YOUR INSTRUCTIONS → Answer with one figure only, the number of lines below in which "display" occurs.

(Records from a data collection)
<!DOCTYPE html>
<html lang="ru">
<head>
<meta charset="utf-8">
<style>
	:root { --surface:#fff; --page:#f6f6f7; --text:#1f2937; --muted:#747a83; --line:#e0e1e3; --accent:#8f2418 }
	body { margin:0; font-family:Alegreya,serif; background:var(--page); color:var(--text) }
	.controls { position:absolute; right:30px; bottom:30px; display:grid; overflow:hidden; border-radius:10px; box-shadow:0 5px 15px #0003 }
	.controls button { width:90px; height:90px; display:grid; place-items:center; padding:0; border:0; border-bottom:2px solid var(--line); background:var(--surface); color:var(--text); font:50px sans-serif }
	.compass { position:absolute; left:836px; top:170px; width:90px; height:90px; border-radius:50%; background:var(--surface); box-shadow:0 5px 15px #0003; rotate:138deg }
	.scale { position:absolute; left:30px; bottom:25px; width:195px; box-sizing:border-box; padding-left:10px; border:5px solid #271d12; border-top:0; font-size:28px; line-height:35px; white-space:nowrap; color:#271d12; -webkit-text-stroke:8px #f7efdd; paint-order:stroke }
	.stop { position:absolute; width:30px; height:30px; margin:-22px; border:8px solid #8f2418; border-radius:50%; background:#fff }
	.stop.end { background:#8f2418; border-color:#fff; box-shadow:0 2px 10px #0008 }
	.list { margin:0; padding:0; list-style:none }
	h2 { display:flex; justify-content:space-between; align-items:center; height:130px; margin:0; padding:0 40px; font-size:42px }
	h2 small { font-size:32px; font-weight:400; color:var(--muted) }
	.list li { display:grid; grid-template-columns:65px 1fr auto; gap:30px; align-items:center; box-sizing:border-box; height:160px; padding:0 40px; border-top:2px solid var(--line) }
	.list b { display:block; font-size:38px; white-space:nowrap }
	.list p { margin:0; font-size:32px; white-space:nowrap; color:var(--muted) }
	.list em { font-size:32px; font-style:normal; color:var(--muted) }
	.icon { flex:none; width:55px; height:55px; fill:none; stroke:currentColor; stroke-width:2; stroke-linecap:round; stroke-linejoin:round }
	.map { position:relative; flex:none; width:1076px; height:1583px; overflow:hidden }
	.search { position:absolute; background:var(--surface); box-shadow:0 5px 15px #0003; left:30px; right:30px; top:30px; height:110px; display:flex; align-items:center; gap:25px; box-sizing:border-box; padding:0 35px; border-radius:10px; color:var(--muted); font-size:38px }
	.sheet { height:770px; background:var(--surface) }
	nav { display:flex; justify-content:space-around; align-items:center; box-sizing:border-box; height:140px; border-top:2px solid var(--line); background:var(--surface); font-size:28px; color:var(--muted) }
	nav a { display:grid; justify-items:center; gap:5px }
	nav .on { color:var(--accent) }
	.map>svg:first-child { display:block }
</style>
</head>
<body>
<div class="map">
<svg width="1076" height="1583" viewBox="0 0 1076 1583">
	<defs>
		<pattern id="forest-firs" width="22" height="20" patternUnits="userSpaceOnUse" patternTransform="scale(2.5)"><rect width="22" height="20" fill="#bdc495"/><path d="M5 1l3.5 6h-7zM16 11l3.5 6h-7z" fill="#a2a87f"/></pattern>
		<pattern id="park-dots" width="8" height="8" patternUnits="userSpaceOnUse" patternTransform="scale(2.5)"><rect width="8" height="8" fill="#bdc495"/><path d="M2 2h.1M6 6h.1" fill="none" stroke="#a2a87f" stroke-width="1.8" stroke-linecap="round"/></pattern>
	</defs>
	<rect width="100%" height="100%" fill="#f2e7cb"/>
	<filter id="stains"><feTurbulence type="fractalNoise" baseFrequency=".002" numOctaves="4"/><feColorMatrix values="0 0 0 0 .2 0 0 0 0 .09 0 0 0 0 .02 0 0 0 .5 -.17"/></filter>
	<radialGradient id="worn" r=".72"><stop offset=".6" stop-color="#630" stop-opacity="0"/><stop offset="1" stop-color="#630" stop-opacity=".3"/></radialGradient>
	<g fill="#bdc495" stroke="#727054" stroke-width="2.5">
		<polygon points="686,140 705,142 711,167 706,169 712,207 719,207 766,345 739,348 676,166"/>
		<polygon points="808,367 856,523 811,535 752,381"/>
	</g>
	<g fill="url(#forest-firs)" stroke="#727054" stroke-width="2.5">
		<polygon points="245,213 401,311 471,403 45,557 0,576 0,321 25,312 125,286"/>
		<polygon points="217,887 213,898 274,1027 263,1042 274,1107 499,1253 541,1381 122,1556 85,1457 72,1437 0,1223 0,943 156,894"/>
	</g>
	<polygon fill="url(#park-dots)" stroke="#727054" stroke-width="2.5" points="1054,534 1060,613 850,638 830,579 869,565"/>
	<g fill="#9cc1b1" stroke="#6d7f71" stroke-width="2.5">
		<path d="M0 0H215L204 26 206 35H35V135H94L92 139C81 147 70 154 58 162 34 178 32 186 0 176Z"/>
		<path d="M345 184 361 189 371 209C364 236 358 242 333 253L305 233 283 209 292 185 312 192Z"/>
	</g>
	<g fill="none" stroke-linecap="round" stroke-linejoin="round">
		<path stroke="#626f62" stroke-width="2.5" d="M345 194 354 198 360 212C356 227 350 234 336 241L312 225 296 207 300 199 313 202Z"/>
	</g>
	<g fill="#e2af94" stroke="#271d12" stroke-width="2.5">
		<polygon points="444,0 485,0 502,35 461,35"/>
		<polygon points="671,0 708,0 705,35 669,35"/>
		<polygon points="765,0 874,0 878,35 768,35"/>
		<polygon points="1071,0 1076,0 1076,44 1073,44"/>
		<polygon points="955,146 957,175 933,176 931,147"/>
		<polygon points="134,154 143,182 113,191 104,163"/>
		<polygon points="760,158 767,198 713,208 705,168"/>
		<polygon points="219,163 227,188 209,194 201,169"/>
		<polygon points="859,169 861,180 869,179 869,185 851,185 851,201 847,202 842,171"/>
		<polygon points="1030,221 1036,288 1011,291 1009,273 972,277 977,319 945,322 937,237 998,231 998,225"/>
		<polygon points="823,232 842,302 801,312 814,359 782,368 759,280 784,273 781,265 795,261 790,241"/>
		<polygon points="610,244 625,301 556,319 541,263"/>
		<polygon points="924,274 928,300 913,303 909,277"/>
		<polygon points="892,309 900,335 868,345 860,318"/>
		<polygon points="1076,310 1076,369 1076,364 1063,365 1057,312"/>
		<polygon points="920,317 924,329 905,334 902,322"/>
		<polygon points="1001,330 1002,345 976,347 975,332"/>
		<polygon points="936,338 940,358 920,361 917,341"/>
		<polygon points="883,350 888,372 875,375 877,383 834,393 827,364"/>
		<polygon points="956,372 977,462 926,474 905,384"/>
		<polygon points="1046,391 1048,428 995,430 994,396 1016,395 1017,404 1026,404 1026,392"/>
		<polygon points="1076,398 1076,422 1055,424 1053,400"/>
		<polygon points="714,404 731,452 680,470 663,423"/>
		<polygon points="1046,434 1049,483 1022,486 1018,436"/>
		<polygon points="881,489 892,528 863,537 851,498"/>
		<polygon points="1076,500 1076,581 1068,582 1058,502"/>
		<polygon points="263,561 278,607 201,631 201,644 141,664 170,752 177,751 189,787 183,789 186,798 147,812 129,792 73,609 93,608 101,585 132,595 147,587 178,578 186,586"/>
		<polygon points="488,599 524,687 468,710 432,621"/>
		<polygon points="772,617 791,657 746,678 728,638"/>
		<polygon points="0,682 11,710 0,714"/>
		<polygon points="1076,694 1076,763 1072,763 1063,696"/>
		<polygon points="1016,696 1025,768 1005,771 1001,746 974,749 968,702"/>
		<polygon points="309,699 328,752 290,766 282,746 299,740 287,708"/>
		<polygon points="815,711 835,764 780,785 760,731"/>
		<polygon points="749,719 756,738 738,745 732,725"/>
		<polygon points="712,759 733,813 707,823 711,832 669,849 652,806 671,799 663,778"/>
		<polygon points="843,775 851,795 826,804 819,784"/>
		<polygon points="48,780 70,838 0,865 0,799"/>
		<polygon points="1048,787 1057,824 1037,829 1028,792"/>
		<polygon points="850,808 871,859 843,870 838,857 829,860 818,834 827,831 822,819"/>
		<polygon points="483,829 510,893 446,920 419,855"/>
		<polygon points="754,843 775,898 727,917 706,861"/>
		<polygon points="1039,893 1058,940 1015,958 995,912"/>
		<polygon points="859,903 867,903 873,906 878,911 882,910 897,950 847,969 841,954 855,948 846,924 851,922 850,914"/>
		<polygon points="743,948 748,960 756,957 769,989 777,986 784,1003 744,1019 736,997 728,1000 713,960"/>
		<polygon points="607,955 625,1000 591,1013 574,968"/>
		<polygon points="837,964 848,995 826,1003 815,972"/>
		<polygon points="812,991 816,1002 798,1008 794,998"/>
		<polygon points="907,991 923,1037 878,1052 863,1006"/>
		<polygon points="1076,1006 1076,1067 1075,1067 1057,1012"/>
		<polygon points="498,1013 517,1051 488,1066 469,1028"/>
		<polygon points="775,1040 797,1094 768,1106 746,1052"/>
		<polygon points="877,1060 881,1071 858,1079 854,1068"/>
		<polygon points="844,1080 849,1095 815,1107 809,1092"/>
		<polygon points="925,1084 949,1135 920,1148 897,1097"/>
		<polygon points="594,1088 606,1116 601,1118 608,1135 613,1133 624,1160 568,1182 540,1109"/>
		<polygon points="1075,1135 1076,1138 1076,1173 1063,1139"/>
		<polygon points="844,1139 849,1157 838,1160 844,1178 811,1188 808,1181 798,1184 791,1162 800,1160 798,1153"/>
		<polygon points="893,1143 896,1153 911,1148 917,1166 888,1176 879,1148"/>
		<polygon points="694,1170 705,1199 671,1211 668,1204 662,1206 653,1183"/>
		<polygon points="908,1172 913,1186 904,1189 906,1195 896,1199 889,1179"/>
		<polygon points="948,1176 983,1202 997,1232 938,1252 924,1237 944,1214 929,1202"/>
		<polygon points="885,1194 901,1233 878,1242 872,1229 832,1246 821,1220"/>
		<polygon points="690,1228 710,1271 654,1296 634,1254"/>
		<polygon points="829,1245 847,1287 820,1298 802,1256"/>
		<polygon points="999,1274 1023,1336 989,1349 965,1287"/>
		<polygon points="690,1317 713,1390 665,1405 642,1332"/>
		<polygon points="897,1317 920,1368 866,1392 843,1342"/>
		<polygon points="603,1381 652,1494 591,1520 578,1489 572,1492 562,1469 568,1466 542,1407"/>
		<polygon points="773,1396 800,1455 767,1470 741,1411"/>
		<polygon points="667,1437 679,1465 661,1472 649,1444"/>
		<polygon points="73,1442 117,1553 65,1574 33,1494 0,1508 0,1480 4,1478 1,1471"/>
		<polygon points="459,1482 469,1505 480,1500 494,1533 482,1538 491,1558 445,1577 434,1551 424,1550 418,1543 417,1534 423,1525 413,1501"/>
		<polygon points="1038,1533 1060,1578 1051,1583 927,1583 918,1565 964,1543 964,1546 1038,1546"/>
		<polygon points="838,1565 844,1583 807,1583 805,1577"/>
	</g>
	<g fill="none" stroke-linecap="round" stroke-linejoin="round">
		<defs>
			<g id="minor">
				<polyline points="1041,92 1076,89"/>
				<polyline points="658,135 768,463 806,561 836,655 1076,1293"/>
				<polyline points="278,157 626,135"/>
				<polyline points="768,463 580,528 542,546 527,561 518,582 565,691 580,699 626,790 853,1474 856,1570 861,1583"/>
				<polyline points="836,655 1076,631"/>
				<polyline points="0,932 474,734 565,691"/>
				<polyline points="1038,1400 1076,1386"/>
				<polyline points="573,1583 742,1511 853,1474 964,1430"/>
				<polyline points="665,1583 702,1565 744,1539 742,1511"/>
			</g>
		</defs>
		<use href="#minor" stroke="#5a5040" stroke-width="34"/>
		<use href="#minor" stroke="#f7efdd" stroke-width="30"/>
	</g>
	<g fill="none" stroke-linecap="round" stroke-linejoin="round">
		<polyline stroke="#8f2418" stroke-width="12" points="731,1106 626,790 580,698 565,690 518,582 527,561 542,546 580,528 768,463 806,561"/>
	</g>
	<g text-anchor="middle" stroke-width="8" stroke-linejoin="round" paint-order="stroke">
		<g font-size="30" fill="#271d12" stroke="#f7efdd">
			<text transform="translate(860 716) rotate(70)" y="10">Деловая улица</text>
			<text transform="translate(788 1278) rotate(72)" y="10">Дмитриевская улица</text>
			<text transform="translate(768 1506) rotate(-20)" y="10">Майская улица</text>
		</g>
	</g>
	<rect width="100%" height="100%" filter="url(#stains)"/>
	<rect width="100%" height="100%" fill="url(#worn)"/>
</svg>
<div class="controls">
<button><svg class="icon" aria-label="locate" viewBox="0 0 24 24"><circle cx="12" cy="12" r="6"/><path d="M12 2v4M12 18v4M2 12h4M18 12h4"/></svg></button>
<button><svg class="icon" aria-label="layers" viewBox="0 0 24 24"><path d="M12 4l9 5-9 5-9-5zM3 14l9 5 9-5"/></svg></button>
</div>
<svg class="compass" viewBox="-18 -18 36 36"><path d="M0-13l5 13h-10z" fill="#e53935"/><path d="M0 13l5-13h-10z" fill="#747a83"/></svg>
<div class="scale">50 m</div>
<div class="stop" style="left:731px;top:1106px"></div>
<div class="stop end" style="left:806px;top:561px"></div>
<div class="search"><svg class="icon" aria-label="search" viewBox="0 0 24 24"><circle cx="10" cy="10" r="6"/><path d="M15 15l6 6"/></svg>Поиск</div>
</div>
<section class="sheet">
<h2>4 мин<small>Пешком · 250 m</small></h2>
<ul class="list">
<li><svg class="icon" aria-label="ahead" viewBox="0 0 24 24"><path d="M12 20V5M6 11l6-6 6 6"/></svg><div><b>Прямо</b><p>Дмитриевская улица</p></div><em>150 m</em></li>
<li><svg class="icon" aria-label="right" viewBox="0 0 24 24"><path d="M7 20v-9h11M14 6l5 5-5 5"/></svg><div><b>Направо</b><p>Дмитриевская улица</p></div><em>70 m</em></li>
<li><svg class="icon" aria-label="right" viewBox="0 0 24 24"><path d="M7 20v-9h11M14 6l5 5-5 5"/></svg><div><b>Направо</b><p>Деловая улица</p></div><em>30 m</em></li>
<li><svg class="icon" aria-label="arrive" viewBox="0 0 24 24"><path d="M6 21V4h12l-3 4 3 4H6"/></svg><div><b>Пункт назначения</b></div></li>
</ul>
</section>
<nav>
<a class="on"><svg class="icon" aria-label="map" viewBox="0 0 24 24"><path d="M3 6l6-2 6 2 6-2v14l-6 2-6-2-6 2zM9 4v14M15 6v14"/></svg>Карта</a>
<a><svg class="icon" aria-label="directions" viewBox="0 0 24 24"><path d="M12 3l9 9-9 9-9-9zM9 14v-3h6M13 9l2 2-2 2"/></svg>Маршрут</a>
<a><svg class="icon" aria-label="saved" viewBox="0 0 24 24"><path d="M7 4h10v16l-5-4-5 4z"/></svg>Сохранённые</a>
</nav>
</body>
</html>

ANSWER TO THE EXERCISE → 9